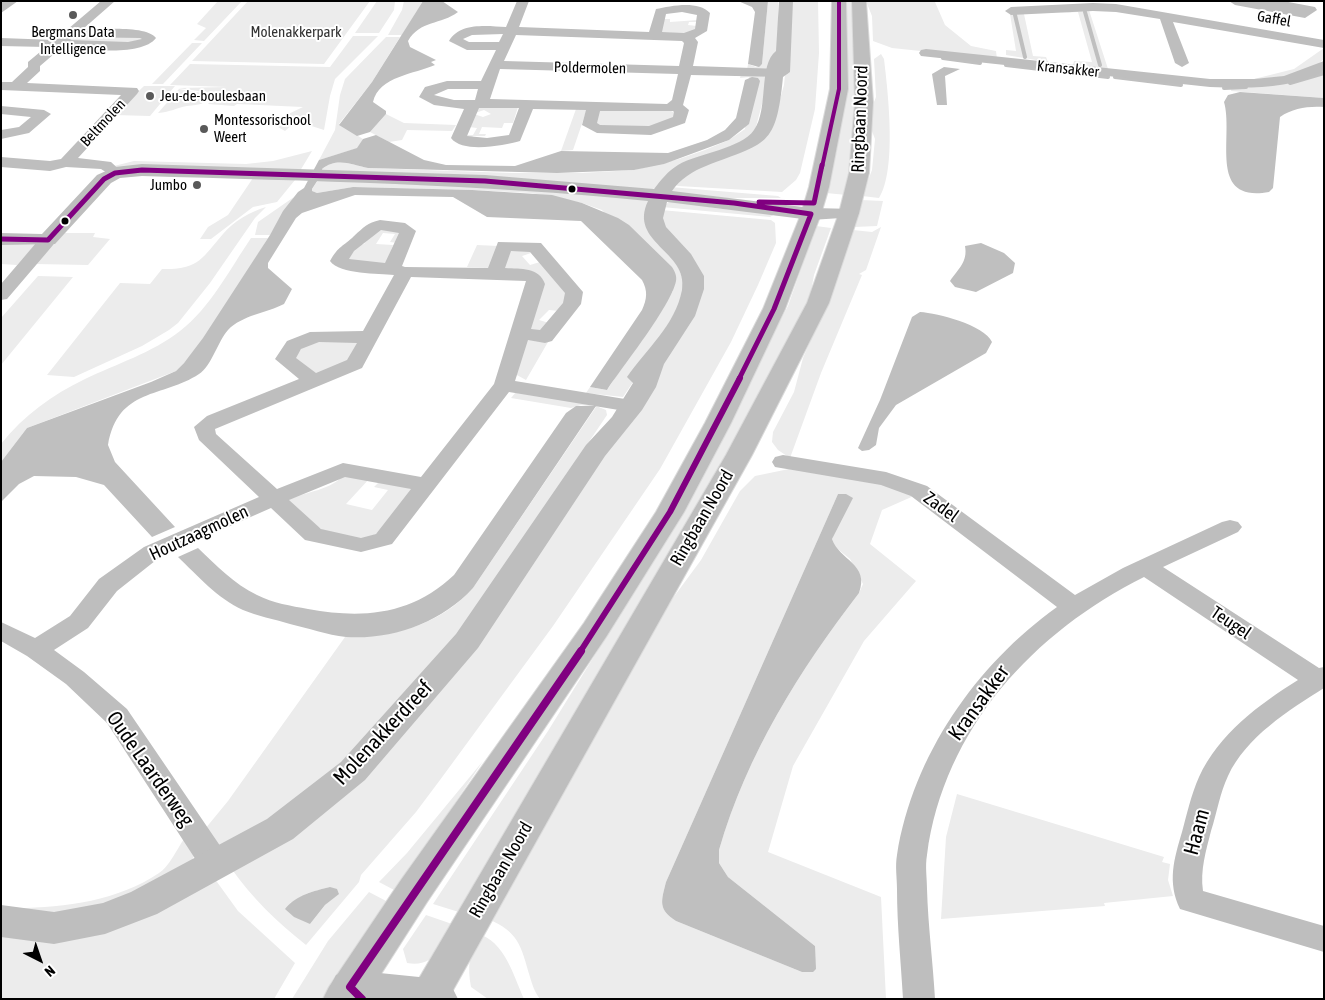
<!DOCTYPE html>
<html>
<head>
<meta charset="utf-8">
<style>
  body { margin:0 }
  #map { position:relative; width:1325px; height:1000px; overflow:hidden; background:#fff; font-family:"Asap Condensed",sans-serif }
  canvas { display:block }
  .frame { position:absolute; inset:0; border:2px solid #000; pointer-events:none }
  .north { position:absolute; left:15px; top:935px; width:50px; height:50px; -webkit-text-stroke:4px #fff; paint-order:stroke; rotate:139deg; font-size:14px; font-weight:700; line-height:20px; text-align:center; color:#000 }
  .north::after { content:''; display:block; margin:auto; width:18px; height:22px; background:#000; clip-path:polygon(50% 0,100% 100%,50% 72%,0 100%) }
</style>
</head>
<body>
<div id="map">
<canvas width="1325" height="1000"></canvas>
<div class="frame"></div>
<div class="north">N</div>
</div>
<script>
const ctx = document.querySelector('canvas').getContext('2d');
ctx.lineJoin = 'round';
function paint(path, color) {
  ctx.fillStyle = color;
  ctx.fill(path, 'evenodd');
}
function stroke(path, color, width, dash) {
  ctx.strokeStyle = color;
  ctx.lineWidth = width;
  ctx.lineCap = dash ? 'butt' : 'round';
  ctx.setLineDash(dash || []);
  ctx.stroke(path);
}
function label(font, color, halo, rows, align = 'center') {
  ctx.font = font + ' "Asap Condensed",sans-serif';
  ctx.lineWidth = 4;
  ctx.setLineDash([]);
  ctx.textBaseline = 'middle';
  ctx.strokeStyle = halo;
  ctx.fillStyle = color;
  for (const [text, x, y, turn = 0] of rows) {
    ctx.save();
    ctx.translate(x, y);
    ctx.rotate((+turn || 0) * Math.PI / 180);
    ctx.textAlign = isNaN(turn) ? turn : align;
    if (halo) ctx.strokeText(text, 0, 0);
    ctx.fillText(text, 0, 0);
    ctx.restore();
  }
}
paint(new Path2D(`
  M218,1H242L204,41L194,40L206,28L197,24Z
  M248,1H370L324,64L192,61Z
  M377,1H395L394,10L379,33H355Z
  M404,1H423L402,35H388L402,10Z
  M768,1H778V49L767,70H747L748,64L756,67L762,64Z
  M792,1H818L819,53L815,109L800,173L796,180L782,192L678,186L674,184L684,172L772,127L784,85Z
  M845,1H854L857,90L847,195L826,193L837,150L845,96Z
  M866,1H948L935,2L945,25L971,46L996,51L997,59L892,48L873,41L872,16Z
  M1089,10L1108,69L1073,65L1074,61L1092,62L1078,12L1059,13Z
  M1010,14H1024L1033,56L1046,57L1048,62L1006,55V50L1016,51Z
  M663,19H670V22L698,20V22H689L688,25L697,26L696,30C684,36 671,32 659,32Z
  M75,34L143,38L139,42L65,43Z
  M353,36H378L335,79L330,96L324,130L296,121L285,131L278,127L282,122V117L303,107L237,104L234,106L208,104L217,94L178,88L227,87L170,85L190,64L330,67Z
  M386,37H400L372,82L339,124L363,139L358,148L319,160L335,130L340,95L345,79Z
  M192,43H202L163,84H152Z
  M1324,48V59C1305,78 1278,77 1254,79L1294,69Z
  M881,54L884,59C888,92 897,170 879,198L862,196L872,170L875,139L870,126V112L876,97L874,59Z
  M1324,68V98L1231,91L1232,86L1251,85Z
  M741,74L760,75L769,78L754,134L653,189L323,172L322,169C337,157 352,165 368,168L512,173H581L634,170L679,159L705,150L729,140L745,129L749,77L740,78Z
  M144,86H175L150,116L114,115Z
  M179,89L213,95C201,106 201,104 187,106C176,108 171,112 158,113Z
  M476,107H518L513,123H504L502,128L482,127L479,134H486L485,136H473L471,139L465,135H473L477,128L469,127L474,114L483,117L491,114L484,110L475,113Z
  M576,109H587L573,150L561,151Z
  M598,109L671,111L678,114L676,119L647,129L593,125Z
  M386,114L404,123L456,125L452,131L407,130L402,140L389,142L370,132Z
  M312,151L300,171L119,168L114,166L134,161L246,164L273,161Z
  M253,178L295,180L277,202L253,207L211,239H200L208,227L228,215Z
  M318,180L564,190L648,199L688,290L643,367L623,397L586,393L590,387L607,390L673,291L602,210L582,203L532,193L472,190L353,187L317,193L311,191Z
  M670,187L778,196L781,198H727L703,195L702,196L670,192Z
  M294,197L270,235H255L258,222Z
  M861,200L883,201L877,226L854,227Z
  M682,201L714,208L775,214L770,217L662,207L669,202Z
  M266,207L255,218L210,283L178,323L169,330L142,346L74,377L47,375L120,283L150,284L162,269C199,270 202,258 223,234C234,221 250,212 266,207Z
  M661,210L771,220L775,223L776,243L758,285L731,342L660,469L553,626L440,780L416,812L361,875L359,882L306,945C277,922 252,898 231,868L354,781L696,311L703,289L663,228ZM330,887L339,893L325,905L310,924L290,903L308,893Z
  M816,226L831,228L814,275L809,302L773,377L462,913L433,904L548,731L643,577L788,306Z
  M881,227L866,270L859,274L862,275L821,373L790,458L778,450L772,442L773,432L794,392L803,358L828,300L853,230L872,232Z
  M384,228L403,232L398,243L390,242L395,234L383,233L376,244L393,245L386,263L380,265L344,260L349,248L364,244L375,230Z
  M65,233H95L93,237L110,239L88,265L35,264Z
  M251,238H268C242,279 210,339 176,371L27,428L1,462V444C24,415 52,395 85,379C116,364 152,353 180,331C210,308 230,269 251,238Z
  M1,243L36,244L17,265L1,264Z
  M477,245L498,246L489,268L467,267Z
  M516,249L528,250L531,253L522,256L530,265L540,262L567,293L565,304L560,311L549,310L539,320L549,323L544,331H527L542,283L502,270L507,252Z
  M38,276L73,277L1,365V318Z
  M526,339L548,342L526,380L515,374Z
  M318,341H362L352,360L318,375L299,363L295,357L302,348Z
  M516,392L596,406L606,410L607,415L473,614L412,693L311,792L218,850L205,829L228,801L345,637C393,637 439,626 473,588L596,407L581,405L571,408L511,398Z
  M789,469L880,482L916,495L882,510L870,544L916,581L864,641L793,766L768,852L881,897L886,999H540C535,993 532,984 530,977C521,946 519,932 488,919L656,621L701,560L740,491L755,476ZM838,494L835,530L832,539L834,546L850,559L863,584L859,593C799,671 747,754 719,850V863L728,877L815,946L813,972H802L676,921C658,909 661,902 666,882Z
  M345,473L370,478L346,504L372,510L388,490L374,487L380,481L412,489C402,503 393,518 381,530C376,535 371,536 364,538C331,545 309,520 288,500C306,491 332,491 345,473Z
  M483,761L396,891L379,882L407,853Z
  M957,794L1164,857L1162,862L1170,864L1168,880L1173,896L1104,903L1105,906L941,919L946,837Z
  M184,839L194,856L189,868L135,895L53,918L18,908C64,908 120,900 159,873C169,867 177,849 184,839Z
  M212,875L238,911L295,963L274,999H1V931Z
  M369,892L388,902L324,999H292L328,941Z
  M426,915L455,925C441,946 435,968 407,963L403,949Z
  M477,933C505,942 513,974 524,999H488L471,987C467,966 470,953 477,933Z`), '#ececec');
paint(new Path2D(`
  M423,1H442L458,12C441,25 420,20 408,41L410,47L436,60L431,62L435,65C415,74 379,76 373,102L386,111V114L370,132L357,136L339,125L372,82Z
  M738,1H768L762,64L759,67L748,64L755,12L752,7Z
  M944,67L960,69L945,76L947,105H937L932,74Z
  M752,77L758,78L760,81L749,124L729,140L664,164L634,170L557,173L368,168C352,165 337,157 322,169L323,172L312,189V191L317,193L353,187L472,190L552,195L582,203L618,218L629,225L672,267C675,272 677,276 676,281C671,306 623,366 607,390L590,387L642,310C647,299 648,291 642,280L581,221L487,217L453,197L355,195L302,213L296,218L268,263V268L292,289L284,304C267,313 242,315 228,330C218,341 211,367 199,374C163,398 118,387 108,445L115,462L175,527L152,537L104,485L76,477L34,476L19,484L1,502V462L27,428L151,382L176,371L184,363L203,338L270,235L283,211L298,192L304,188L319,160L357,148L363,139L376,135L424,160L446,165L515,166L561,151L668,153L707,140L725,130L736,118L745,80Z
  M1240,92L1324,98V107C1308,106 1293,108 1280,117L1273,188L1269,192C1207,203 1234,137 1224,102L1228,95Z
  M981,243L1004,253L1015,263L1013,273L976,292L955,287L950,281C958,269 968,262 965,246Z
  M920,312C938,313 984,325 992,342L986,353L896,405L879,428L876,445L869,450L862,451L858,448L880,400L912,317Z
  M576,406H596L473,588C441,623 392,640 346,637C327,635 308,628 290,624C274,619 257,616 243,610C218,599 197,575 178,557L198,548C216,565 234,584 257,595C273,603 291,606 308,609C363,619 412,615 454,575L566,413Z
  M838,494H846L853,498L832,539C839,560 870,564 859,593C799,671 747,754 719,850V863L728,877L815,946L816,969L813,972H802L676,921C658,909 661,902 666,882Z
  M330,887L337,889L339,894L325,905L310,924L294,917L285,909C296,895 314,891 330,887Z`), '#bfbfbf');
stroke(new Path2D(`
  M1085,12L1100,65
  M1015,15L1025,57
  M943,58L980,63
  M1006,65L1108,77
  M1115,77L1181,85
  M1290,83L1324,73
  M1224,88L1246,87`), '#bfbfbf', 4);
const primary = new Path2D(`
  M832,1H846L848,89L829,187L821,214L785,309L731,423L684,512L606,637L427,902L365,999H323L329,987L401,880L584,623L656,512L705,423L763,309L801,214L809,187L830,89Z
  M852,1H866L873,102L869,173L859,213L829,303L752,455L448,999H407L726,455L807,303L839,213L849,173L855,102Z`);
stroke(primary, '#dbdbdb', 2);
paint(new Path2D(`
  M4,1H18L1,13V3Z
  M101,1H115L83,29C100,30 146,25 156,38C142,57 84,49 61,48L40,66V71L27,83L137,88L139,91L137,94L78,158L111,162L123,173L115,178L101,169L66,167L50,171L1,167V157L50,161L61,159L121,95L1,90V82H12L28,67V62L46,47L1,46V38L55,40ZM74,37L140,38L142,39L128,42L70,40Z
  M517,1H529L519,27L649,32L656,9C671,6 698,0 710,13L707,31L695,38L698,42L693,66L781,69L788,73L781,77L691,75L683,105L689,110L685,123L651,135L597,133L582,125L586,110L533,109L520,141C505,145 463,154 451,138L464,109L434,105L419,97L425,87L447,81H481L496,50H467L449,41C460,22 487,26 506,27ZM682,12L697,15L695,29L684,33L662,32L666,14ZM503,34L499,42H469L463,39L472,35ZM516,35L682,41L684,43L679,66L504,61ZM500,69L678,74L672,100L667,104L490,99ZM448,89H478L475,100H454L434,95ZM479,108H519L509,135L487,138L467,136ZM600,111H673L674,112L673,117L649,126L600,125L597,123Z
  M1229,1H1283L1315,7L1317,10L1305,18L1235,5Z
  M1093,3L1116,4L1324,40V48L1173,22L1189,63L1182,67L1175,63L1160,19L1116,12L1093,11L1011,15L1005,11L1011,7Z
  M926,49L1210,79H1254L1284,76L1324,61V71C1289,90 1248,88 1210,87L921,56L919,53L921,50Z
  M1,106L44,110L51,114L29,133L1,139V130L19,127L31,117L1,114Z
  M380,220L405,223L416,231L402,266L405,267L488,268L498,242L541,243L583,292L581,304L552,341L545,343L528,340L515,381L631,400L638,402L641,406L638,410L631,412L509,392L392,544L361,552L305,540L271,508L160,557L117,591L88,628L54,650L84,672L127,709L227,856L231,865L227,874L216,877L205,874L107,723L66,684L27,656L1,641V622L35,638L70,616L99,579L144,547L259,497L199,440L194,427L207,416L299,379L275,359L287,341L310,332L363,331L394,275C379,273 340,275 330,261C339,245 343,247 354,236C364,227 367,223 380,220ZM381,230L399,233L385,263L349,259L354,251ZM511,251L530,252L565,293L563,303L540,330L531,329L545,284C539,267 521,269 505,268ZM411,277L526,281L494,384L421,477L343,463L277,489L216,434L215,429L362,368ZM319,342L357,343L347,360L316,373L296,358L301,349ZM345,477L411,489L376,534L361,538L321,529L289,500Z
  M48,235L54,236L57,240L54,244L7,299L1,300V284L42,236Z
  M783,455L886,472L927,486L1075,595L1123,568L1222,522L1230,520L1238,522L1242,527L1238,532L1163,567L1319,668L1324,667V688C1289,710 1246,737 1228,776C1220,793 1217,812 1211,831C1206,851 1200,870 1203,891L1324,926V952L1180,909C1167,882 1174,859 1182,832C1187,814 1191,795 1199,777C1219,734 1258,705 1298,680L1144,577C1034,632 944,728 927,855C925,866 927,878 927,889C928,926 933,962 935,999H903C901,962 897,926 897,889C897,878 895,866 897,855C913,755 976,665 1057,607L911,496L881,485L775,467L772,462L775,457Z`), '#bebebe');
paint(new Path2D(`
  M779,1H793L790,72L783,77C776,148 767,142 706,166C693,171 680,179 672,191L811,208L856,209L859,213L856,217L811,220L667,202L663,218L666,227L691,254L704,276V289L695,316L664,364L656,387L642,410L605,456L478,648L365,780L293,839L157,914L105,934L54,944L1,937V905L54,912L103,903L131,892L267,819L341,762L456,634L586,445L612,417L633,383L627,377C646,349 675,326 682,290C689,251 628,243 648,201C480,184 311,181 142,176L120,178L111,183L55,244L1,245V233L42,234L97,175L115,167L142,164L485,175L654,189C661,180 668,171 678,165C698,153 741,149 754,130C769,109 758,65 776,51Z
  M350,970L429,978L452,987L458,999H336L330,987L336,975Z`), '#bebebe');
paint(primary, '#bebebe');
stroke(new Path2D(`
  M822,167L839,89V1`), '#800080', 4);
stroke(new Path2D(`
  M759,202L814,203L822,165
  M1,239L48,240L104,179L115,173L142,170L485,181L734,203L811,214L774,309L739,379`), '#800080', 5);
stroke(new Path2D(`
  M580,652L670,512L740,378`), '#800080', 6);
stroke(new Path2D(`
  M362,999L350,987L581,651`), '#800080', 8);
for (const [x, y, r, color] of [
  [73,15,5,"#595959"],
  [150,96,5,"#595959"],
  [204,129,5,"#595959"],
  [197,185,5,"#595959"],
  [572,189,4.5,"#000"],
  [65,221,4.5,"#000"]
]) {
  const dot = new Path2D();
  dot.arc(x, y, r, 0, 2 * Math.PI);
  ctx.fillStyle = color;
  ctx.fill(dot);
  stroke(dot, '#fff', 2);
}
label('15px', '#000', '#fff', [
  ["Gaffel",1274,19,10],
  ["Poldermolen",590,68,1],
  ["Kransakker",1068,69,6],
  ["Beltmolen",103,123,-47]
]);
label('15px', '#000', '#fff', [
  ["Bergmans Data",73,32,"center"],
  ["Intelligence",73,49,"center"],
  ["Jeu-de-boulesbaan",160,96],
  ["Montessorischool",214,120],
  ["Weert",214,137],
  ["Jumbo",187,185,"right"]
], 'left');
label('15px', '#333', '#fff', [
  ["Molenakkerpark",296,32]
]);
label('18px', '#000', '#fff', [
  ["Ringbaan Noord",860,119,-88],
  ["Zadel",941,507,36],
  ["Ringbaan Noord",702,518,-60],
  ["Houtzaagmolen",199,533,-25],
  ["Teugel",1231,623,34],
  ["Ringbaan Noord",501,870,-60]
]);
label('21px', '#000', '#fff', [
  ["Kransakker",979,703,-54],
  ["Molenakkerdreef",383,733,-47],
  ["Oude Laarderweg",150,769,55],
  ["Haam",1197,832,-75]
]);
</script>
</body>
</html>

....

◆ What is expected
Only the lines from the start of the records through the line containing "position:absolute; left:15px; top:935px;" should be repeated, word for word, with the pictures left out.

◆ Expected answer
<!DOCTYPE html>
<html>
<head>
<meta charset="utf-8">
<style>
  body { margin:0 }
  #map { position:relative; width:1325px; height:1000px; overflow:hidden; background:#fff; font-family:"Asap Condensed",sans-serif }
  canvas { display:block }
  .frame { position:absolute; inset:0; border:2px solid #000; pointer-events:none }
  .north { position:absolute; left:15px; top:935px; width:50px; height:50px; -webkit-text-stroke:4px #fff; paint-order:stroke; rotate:139deg; font-size:14px; font-weight:700; line-height:20px; text-align:center; color:#000 }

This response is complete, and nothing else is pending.